Kano model analysis is a fantastic tool that is easy to implement and ensures that any product being created or any feature upgrade to an existing product can be bucketed into:
Delighters
Performance Needs
Basic Needs
It is an absolute imperative that great product design does not happen over night but at the same time it cannot be months of analysis before it is decided as both are detrimental. One relies on chance, rapidly increasing cost and the other makes sure the competitive edge is eventually lost.
As a tool, Kano analysis can ensure that every user story is aligned to any one of the buckets. It is important that every product owner understands the difference between the three bucket, subtle as they may be.
Performance needs are a no -compromise bucket and this is where most cost gets sunk in to ensure that customer satisfaction is maximised. These are the absolute top of the mind and customers would very freely speak about them. More often than not, they come with a ' need for now' mostly associated with losing a customer, an erroneous system and/or a competitive advantage.
The key to success however is to install enough delighters which create a paradigm shift in product design and allow customers to stick to the brand. There are a few examples of brands that do this, Apple and Microsoft sticking out.

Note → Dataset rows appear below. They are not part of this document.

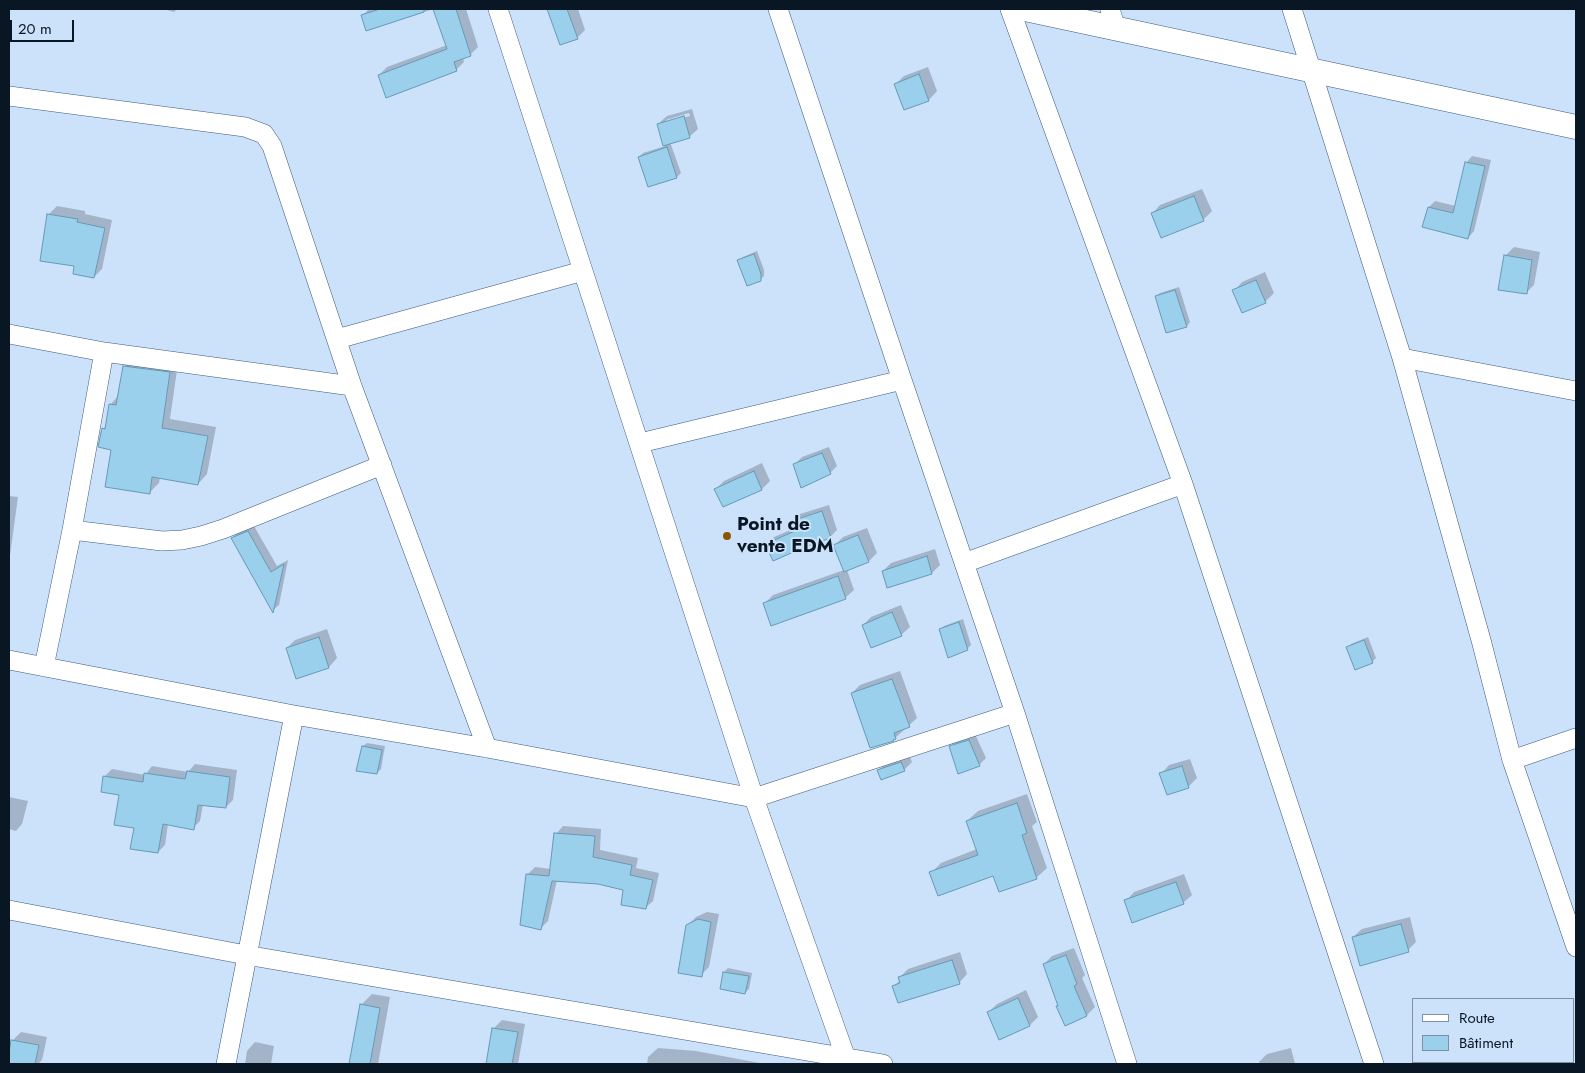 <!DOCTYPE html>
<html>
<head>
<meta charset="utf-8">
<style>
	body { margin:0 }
	#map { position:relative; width:1585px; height:1073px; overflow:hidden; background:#cce1fa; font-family:Jost,sans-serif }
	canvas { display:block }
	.frame { position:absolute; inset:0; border:10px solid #091624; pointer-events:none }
	.legend { position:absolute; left:1412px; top:998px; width:162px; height:65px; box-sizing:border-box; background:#cce1fa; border:1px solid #7e90a4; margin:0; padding:6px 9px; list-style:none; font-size:15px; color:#091624 }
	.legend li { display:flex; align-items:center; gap:10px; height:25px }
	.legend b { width:25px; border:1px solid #7e90a4 }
	.scale { position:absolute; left:10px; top:20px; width:64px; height:22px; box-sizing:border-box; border:2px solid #091624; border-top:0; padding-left:6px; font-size:15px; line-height:18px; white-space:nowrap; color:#091624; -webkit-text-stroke:4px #cce1fa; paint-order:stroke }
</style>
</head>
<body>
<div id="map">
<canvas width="1585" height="1073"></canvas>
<div class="frame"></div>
<ul class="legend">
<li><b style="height:6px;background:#fff"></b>Route</li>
<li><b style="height:14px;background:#9bd0ed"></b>Bâtiment</li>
</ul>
<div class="scale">20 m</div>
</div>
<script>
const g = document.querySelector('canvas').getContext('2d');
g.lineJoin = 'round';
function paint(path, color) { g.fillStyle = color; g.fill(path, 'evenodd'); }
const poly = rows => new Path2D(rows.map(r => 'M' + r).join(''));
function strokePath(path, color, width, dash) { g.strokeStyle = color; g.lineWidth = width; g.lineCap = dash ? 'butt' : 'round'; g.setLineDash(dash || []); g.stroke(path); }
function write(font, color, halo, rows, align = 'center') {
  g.font = font + ' Jost,sans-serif'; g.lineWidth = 4; g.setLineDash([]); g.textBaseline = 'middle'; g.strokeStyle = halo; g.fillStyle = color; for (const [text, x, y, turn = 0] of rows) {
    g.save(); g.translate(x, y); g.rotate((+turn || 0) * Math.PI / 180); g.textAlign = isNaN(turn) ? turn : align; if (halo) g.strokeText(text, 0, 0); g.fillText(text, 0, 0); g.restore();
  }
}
paint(poly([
	[163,9,177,9,174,12],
	[369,9,466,9,478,47,470,55,463,58,464,62,456,70,379,75,387,67,447,45,434,9,367,29,363,15],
	[549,9,578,9,585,30,577,38,561,43],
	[928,67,937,91,929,100,905,109,896,84,904,76],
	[692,109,698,129,689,137,670,142,681,173,677,177,649,186,639,157,643,153,665,146,658,124,667,116],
	[689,113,690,116,666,122,666,120],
	[1472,156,1491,160,1474,231,1468,238,1429,207,1435,201,1456,206,1466,163],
	[1202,189,1212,211,1203,220,1152,214,1160,205],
	[57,206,85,211,85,214,112,220,102,269,94,277,76,265,41,260,49,214],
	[1514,247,1540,252,1534,285,1526,293,1505,256],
	[757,251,764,270,764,276,760,280,739,260,743,257],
	[1265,272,1274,293,1266,301,1243,312,1234,291,1242,282],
	[1179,287,1190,322,1187,326,1167,332,1156,296,1160,293],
	[133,357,178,363,170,419,216,427,207,474,198,484,160,477,159,483,149,493,112,449,103,429,107,425,110,405,119,395,124,367],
	[829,447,837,466,830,473,795,464,802,457],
	[762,463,770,481,762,489,723,506,716,489,724,481],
	[9,496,18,497,9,563],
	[829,505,837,530,830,537,767,544,774,537,795,528,792,521,800,514],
	[254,526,277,566,288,560,279,605,273,610,232,538,238,532],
	[867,528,877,553,869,561,847,570,854,590,845,598,765,603,773,595,844,570,835,545,843,537],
	[935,549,940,565,932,573,883,571,891,563],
	[901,605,910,627,901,635,863,625,871,617],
	[963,619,971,645,967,649,940,630,944,626],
	[327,629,337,658,329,667,297,677,287,648,295,640],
	[1368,637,1376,658,1372,662,1348,647,1351,644],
	[900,671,917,718,893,740,852,693,860,685],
	[975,734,986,758,979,765,950,747,957,740],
	[367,743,385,746,381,769,377,773,363,746],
	[909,754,912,762,904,770,879,770,887,762],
	[1190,759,1197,778,1188,787,1161,774,1169,765],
	[195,764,237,770,233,800,226,807,203,804,200,821,193,828,168,824,165,845,158,852,136,827,121,794,104,777,112,769,145,775,152,766,188,772],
	[1027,794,1037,822,1032,826,1047,868,1036,878,931,873,941,863,977,849,967,821,978,811],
	[9,797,28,801,22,824,16,831,9,829],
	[563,826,601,829,600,850,638,858,636,868,659,873,653,901,645,908,625,889,598,883,557,880,548,921,541,928,528,874,535,867,551,869,556,834],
	[1184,874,1192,895,1183,903,1126,901,1134,892],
	[707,912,719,914,709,967,701,975,687,926,696,917],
	[1410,917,1416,942,1408,950,1353,937,1362,929],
	[1074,948,1085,975,1082,978,1095,1007,1087,1015,1066,1025,1044,964,1052,956],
	[960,952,967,974,959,983,894,986,900,980,900,977,908,969],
	[728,968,752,973,749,989,745,993,724,972],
	[1026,990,1038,1017,1030,1025,1000,1038,989,1012,997,1004],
	[372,994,390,997,378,1064,350,1064,361,1005],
	[502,1020,525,1024,518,1064,487,1064,494,1028],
	[21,1032,47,1037,42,1060,38,1064,9,1064,12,1041],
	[255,1042,274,1046,271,1064,245,1064,247,1051],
	[658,1048,696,1051,765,1064,647,1064,648,1057],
	[1291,1048,1295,1064,1260,1064,1259,1062,1267,1054]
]), '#0003');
const building = poly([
	[380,9,424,9,424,12,366,31,361,15,380,9],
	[433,9,456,9,471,56,454,62,457,71,386,98,378,75,447,49,433,9],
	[547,9,567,9,578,39,560,45,547,9],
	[919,74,929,101,904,110,894,84,919,74],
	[684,116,690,138,663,146,657,124,684,116],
	[667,147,677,178,648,187,638,157,667,147],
	[1465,162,1485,166,1468,239,1422,227,1428,207,1453,213,1465,162],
	[1194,196,1204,221,1161,238,1151,213,1194,196],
	[47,214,78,219,77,222,105,228,94,278,73,274,74,266,40,261,47,214],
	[754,254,761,274,761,281,747,286,737,260,754,254],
	[1504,255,1532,260,1527,294,1498,290,1504,255],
	[1256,280,1266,303,1242,313,1232,290,1256,280],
	[1175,290,1187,327,1166,333,1155,296,1175,290],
	[123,366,170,372,162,428,208,436,198,485,152,477,150,494,105,487,111,450,98,447,102,428,105,429,109,404,116,405,123,366],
	[822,453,831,474,801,488,793,464,822,453],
	[754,471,762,490,723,507,714,489,754,471],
	[822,511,831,538,805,547,773,561,765,544,795,531,791,521,822,511],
	[248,531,271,572,284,564,273,613,231,538,248,531],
	[858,535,869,562,844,572,833,545,858,535],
	[927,556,932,574,887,588,882,571,927,556],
	[838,576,846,599,771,626,763,603,838,576],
	[892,612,902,636,871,648,862,625,892,612],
	[959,622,968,650,948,658,939,629,959,622],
	[319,637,329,668,296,679,286,648,319,637],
	[1364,640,1373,663,1355,670,1346,647,1364,640],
	[892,679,910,727,894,733,896,739,893,740,894,741,870,748,851,693,892,679],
	[969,740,980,766,958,774,949,746,969,740],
	[362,746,382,750,377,774,356,771,362,746],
	[901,762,905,771,881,780,877,770,901,762],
	[1182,766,1189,788,1167,795,1159,773,1182,766],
	[187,771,230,777,226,808,198,805,194,830,163,824,158,853,130,849,134,828,114,825,119,795,101,792,103,776,143,782,144,773,185,779,187,771],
	[1017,803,1027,833,1022,835,1037,879,999,892,993,876,938,896,929,872,978,855,966,821,1017,803],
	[554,833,595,836,593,857,632,865,630,875,653,880,646,909,621,905,623,890,598,884,552,881,541,930,520,925,526,874,549,876,554,833],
	[1176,882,1184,904,1132,923,1124,900,1176,882],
	[698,919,711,922,702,977,678,973,686,925,698,919],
	[1401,924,1409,952,1360,966,1352,937,1401,924],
	[1066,955,1077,984,1074,986,1087,1016,1065,1026,1056,1006,1058,1006,1043,964,1066,955],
	[952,960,960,984,898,1003,892,986,900,983,898,977,952,960],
	[723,972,749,976,745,994,720,989,723,972],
	[1018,998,1030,1026,999,1040,987,1012,1018,998],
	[360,1004,380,1008,370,1064,349,1064,360,1004],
	[492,1028,518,1032,512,1064,486,1064,492,1028],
	[11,1040,39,1045,35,1064,9,1064,9,1053,11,1040]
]);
paint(building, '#9bd0ed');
strokePath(building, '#6699b5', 1);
const minor = poly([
	[498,9,754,798,848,1064],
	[778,9,902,380,1015,713,1127,1064],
	[1010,9,1183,484,1374,1064],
	[1110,9,1116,29],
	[1292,9,1402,358,1481,640,1512,760,1576,947],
	[9,96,245,127,264,134,272,146,352,386,487,748],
	[9,334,104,352,352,386],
	[337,339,583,271],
	[1402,358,1576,391],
	[640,443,902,380],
	[72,530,162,541,182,540,201,536,223,529,382,465],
	[964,563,1183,484],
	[9,660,294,715,487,748,754,798,1015,713],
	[44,667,72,530,104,352],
	[1512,760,1576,738],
	[9,910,246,955,883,1064],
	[226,1064,294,715]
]);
const tertiary = poly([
	[1025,9,1576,127]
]);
strokePath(minor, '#3d5b7e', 20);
strokePath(tertiary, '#3d5b7e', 25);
strokePath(minor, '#fff', 19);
strokePath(tertiary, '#fff', 24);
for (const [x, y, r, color] of [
	[727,536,5,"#895800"]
]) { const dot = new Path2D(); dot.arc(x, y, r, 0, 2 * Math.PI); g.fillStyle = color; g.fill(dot); strokePath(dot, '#cce1fa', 2); }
write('bold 19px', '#091624', '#cce1fa', [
	["Point de",737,525],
	["vente EDM",737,547]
], 'left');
</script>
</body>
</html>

Ensuring, that there are enough delighters in the product ensure that there is always excitement with every feature refresh.
It is also key to know, that over a scale of time every delighters falls from delighters to performance finally settling into basic needs before moving becoming obsolete.
A good hypothesis would be to have a build that will create:
20% Delighters+50%Performance+30%Basic = 100% aligned product
Of course, the above is a rule of the thumb and every product owner with a good mix of a collaborative team can decide the split to design or upgrade an existing product.
A good way to begin is :
Actual need= Stated need = Stated user story wherein
Actual need = Delighters + Performance needs + Basic Needs
This installs a value curve that defines stickiness and creates continual alignment to actual needs.